**Exercise aim:** Here is a listing. Write it all out again exactly, but not its pictures.

**Material supplied:**
###

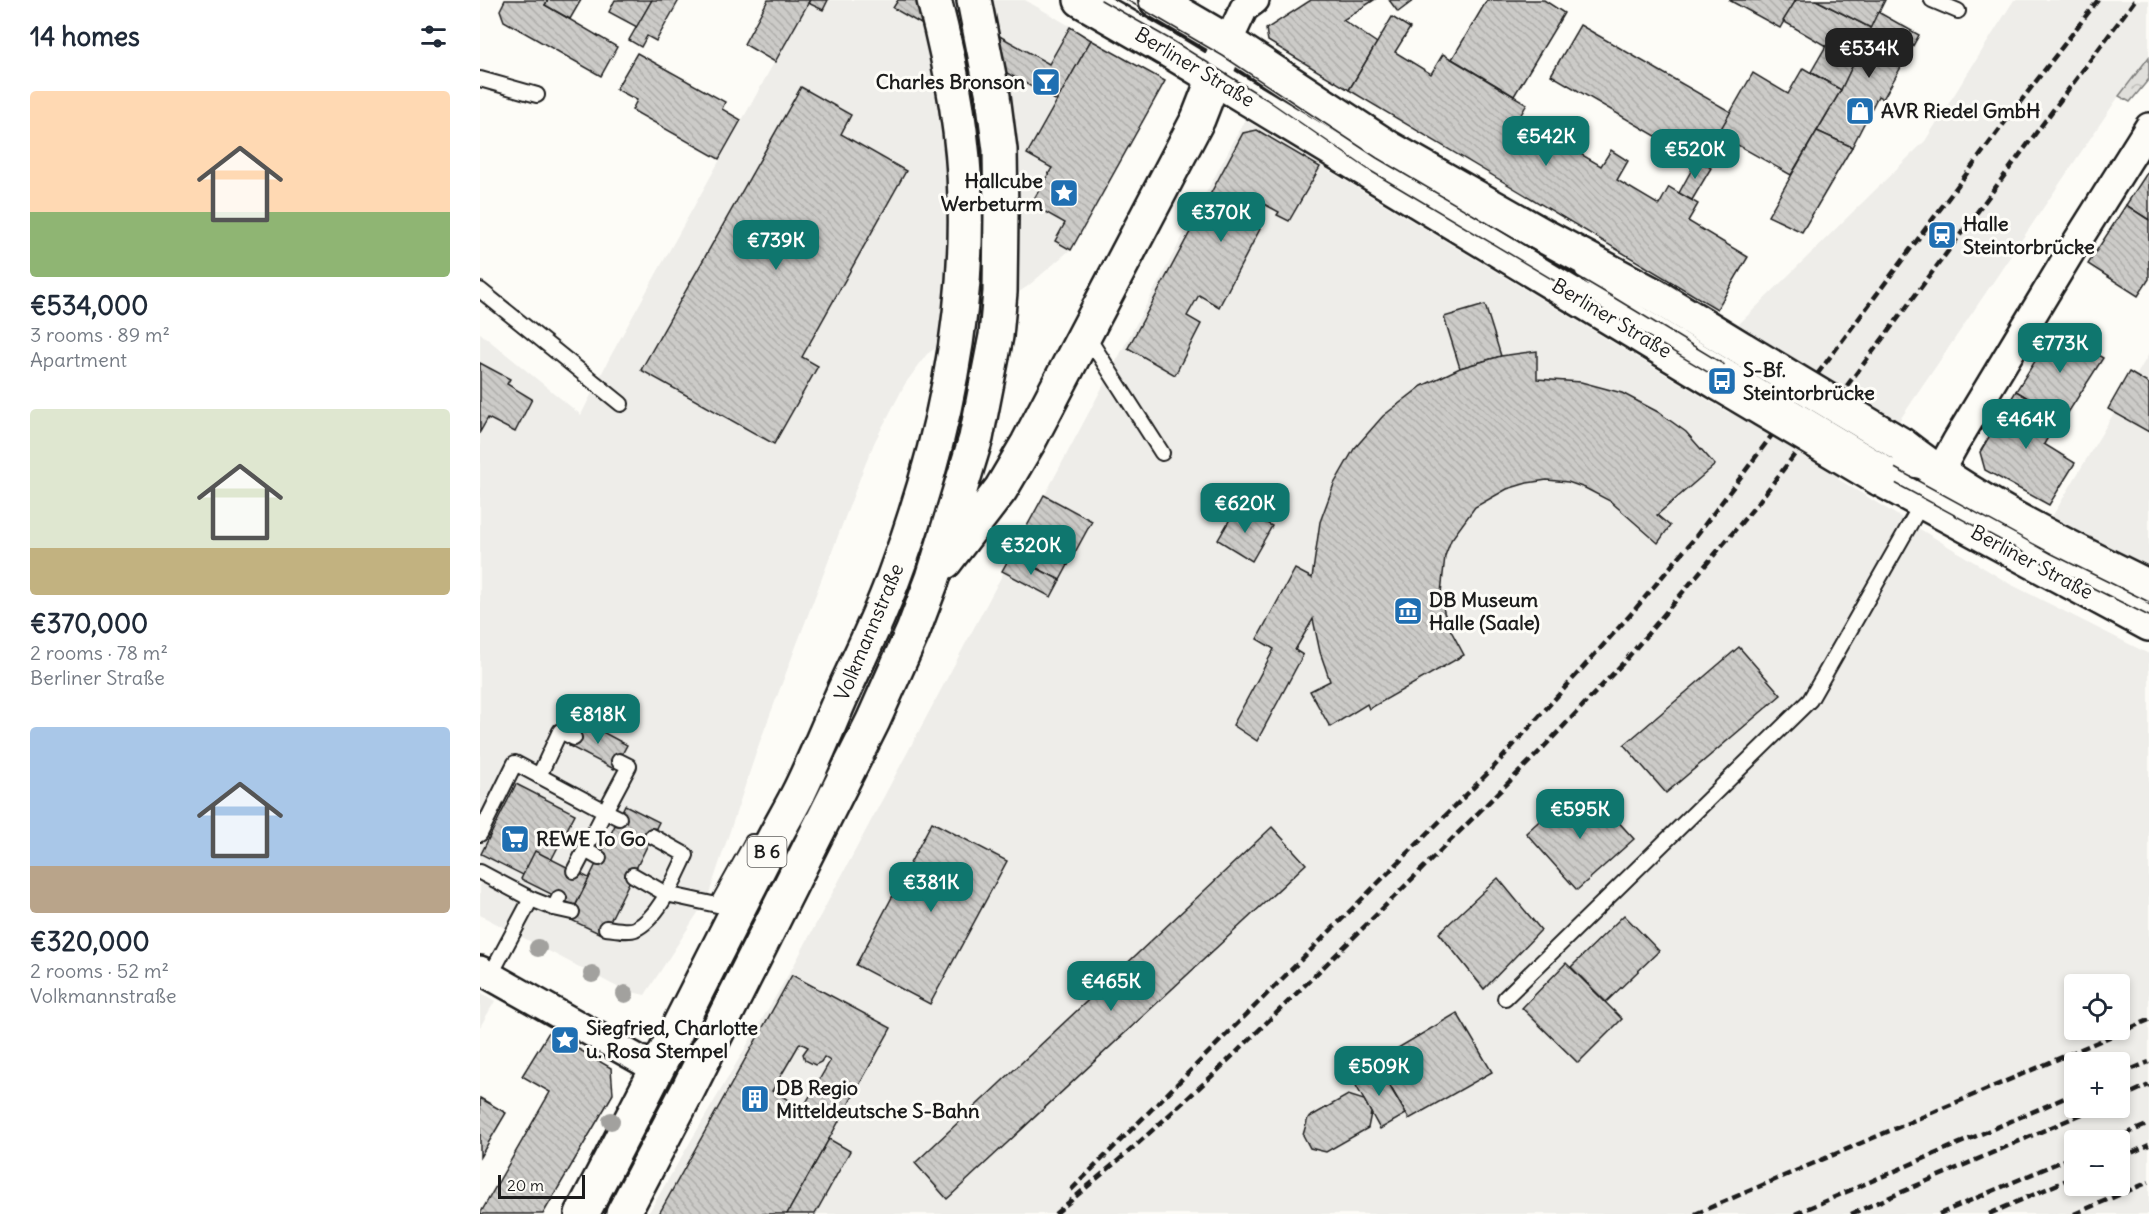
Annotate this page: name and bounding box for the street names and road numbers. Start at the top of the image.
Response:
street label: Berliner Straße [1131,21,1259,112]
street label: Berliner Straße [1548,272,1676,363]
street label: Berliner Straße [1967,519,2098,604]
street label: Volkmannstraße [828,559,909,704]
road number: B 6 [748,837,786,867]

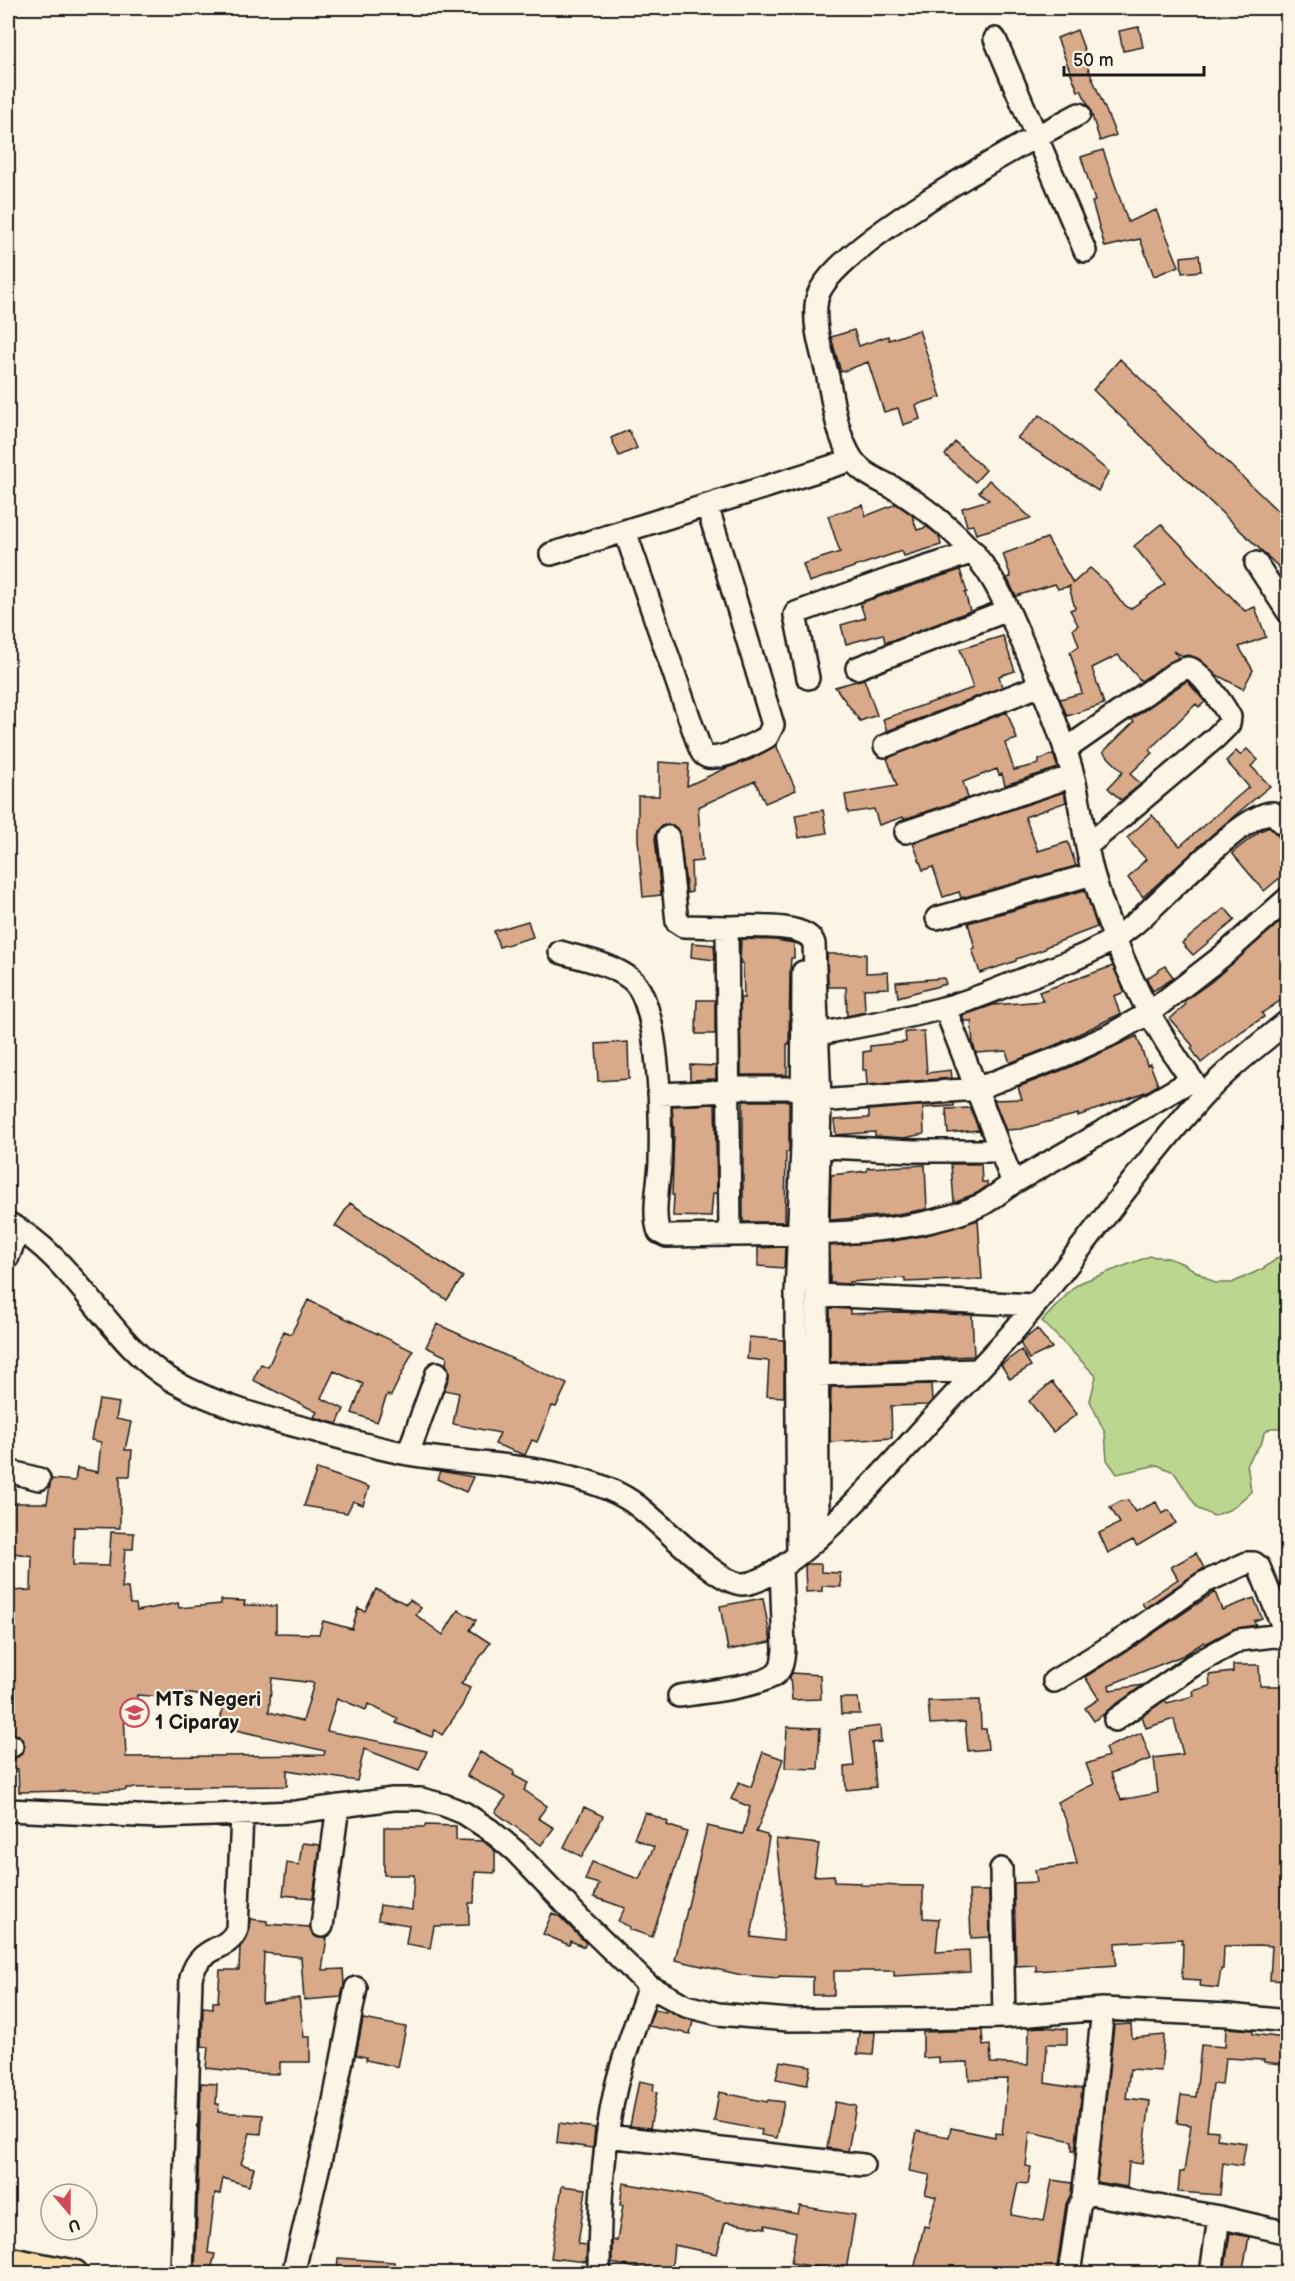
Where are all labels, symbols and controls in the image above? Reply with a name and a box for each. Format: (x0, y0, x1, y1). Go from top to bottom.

###

**Finished task:**
Annotate this page: name and bounding box for the street names and road numbers. Start at the top of the image.
Response:
street label: Berliner Straße [1131,21,1259,112]
street label: Berliner Straße [1548,272,1676,363]
street label: Berliner Straße [1967,519,2098,604]
street label: Volkmannstraße [828,559,909,704]
road number: B 6 [748,837,786,867]

Where are all labels, symbols and controls in the image above? Reply with a name and a box for each. Format: (x0, y0, x1, y1). Go from top to bottom.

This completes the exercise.